▸ YOUR TASK:
Return each line of the records holding the string "Youth".

(Collection entries)

=====

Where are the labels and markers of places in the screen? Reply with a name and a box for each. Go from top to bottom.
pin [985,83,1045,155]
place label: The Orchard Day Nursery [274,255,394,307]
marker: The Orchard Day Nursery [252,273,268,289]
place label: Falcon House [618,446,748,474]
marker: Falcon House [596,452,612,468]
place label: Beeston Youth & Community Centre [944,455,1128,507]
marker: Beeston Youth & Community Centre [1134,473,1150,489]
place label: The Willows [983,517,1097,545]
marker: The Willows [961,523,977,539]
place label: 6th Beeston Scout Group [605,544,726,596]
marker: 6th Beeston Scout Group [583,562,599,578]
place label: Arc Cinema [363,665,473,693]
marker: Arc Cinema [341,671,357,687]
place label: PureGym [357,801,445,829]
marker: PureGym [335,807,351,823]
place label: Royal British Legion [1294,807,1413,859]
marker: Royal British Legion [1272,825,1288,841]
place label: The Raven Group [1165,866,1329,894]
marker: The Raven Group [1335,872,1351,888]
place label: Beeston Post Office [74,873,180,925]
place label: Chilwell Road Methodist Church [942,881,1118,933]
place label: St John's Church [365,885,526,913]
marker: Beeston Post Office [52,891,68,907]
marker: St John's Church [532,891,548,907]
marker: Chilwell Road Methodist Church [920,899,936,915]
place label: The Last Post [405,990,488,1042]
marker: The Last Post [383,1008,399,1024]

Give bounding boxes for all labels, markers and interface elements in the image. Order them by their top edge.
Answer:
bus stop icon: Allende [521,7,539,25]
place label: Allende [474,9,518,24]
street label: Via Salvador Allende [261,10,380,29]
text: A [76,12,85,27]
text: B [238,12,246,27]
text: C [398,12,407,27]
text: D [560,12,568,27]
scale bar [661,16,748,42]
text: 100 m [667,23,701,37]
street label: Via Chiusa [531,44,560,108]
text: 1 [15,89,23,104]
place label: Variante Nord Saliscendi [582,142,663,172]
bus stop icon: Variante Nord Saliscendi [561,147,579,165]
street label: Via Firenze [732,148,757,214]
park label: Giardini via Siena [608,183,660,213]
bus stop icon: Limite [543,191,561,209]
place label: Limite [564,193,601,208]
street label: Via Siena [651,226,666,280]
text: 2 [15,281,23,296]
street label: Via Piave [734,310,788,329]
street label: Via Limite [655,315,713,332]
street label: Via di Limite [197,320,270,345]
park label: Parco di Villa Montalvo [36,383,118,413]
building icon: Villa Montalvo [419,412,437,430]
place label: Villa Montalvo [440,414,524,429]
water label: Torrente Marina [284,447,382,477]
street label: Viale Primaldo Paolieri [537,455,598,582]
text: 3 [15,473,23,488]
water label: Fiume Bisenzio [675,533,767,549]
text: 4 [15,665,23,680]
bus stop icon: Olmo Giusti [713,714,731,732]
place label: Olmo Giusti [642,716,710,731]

=====

▸ OUTPUT:
place label: Beeston Youth & Community Centre [944,455,1128,507]
marker: Beeston Youth & Community Centre [1134,473,1150,489]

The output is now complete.